On April 14, 1886, a really terrible tornado ripped thru St Cloud, Sauk Rapids, Rice and Buckman, Minnesota. Grandpa Anton claimed his eye-sight was never the same after he was caught outside during the storm. He was 6 years old.
The storm devastated Sauk Rapids, but did great damage in St Cloud, too:
I wonder--where in the city was this taken? There are RR tracks (lower left), and the land rises to the horizon. The tracks might have been the east-west route thru St Cloud, so this view would be looking north-west?

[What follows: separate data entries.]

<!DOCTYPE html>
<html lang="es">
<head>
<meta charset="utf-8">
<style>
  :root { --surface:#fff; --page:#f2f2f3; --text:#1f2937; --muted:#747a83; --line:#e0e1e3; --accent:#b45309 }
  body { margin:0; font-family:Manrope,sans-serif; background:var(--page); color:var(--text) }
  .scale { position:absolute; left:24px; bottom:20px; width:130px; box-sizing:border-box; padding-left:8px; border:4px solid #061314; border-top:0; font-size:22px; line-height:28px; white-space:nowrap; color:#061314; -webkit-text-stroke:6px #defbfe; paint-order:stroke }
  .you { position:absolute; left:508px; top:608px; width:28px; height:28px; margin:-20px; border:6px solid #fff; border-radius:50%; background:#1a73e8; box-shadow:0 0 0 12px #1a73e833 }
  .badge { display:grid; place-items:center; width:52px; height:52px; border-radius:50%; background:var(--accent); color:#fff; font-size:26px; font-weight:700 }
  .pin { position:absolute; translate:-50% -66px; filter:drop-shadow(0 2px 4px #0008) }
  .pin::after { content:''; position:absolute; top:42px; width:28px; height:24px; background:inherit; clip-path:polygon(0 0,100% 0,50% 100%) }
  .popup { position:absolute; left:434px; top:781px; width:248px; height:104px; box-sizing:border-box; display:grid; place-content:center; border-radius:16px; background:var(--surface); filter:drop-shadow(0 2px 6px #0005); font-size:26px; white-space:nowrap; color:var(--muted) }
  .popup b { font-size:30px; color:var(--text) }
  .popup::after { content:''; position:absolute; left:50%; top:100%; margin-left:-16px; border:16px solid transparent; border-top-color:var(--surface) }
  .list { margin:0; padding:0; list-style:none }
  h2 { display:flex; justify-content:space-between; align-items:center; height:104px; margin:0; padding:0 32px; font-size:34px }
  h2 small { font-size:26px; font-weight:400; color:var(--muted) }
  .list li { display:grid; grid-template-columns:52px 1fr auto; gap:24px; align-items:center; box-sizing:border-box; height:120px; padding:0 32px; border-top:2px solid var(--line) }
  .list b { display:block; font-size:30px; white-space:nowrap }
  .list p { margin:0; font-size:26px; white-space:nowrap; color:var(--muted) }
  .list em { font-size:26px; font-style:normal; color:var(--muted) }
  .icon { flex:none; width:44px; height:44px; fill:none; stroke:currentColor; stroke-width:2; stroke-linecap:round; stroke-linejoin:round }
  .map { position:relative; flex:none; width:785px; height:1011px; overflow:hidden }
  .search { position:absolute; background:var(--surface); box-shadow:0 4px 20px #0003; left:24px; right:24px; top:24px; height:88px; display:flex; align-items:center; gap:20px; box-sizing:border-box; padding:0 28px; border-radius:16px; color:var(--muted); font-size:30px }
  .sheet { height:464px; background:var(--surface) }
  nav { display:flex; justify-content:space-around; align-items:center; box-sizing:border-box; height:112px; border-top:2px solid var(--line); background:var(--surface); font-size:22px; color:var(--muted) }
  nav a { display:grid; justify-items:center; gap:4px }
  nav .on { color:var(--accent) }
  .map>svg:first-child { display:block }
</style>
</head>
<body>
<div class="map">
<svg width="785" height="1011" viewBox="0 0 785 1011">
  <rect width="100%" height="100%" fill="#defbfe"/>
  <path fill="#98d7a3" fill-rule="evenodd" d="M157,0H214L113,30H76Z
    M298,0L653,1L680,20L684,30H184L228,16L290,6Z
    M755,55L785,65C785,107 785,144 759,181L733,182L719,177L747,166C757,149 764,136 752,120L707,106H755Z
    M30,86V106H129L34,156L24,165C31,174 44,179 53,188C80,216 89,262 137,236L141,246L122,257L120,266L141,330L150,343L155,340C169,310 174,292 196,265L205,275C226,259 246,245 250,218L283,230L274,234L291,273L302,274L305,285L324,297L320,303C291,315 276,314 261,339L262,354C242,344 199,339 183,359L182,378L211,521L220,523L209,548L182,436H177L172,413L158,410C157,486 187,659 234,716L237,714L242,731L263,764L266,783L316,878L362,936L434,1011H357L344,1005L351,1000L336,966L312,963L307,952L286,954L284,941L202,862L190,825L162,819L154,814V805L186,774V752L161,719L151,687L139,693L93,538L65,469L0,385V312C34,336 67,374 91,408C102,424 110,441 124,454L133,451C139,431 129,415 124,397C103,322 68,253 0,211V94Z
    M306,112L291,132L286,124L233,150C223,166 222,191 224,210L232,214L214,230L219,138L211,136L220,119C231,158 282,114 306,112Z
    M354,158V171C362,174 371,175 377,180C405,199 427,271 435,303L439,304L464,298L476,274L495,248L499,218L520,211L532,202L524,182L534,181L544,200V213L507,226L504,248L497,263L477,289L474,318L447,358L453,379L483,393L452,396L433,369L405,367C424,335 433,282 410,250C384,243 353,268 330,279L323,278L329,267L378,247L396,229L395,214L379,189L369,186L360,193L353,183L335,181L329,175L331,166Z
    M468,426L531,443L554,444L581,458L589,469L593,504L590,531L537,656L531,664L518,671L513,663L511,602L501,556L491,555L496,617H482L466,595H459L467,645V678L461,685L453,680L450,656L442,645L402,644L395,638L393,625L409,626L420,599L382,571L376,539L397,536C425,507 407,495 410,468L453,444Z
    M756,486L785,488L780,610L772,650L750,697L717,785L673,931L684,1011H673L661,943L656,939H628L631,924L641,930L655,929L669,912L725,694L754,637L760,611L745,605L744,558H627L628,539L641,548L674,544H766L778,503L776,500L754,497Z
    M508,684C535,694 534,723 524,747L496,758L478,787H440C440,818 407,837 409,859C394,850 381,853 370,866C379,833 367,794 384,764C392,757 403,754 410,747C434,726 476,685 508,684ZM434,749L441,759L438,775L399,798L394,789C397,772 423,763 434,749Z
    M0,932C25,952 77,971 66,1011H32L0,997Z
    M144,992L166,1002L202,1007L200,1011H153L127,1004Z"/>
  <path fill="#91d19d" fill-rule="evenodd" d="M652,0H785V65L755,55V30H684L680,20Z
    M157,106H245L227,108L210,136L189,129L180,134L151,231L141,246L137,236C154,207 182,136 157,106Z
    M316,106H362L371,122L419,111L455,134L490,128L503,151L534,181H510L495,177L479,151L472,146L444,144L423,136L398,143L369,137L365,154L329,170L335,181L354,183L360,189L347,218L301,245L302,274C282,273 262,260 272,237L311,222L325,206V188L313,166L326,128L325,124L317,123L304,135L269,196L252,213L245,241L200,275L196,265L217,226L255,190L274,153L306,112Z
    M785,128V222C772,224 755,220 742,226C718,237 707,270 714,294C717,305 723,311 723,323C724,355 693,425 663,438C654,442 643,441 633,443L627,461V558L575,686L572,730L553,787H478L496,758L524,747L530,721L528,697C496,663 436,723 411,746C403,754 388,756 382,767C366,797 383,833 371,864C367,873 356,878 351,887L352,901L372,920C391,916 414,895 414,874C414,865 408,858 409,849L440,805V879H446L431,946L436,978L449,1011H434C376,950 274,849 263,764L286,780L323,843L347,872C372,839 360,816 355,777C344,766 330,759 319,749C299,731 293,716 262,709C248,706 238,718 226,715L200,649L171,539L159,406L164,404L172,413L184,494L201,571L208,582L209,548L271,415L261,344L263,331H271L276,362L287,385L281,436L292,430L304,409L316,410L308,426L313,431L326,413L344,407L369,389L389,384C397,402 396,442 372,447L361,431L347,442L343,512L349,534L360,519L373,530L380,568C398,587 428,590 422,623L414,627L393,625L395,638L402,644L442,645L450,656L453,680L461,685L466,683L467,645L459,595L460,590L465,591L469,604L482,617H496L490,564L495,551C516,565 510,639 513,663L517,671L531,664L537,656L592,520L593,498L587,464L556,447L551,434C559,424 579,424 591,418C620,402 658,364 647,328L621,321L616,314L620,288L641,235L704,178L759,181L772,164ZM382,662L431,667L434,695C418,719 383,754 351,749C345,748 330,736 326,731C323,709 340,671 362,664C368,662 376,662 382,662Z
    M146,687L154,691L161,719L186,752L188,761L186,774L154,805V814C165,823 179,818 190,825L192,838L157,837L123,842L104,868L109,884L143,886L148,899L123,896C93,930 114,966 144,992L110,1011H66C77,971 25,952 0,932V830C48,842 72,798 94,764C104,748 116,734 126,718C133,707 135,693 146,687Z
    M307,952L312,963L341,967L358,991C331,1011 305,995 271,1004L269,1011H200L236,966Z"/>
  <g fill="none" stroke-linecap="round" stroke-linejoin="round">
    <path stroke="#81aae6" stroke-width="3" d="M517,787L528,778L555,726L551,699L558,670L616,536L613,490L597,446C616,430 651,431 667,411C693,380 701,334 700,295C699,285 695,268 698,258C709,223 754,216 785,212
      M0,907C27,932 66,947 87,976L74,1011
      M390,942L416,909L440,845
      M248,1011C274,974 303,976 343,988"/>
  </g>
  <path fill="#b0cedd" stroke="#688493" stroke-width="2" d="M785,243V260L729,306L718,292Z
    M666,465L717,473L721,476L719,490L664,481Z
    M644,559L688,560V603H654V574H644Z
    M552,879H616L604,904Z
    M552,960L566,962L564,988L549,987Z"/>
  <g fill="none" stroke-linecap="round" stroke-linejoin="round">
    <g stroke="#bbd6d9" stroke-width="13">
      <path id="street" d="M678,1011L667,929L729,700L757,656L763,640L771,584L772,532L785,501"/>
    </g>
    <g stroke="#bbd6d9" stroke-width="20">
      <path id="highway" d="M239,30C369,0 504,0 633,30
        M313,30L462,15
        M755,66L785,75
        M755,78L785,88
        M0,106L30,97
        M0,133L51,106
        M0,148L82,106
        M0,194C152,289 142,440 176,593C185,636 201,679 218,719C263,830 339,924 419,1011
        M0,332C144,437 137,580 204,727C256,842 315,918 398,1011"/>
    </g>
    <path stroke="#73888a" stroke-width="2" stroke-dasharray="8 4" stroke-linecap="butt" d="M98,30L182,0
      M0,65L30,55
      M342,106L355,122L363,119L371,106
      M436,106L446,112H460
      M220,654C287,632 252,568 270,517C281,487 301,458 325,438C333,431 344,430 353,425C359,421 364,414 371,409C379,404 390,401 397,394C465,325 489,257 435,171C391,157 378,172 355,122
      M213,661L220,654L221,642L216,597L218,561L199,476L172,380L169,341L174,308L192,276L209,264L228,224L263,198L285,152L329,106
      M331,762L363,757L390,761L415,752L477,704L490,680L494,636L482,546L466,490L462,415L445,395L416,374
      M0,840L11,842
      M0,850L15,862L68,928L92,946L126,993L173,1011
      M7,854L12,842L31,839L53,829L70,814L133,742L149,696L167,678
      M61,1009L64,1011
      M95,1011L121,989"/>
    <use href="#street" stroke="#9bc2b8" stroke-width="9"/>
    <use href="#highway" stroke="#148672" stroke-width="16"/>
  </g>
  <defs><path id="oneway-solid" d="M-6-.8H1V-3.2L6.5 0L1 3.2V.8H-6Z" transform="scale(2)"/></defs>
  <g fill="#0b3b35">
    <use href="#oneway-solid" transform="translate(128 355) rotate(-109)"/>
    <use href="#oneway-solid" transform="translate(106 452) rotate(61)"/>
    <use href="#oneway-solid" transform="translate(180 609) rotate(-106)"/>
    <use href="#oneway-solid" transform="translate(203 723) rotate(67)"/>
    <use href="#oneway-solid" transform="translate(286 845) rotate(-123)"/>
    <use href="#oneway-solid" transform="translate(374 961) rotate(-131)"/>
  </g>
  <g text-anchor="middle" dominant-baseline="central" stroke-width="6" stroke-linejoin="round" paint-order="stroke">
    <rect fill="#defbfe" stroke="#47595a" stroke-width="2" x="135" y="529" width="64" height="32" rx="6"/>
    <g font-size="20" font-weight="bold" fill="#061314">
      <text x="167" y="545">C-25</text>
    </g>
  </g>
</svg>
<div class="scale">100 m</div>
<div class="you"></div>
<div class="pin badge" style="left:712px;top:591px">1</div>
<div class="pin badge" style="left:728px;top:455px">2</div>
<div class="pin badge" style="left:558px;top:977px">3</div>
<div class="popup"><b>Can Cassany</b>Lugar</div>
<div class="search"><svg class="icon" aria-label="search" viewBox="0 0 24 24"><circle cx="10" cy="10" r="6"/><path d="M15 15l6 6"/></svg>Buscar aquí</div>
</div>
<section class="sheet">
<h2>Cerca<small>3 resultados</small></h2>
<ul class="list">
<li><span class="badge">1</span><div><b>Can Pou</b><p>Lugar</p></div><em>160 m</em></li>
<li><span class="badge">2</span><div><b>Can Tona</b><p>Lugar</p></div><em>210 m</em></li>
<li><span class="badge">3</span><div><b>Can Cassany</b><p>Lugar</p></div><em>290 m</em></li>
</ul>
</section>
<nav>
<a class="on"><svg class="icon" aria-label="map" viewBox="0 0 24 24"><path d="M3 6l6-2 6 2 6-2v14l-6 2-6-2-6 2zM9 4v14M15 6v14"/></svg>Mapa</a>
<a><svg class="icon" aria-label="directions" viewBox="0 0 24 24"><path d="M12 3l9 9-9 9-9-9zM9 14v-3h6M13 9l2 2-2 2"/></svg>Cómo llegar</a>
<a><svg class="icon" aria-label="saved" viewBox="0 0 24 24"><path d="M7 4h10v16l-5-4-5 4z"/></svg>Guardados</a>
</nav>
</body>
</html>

Amazing that some concerns benifitted from the storm, as this quote from St Johns/St Bens VIVARUIM explains--
Oh! If you'd like to view a map of St Cloud 10 years after the cyclone, CLICK HERE and use the zoom button, top left. Looks like the city re-built pretty fast.Despite the fact that the new St. Benedict's Hospital boasted of a modern heating system, an operating room, two private rooms, wards, and a kitchen, only ten patients were received during the first two months. The sisters began to worry about their hospital project until a cyclone swept over St. Cloud and the neighboring towns killing 58 and injuring hundreds. It wrecked all in its wake but the hospital which became the center for rescue work. The sisters toiled for 48 hours before relief came from the Twin Cities and neighboring towns. The catastrophe broke down the prejudice against hospitals and, thereafter, St. Benedict's Hospital did not lack patients; at the close of the second year of service, the number of patients received reached 400. When over-crowded conditions forced the sisters to build a new hospital, St. Benedict's Hospital (we knew it as St Raphaels) was converted to an academy of art and music.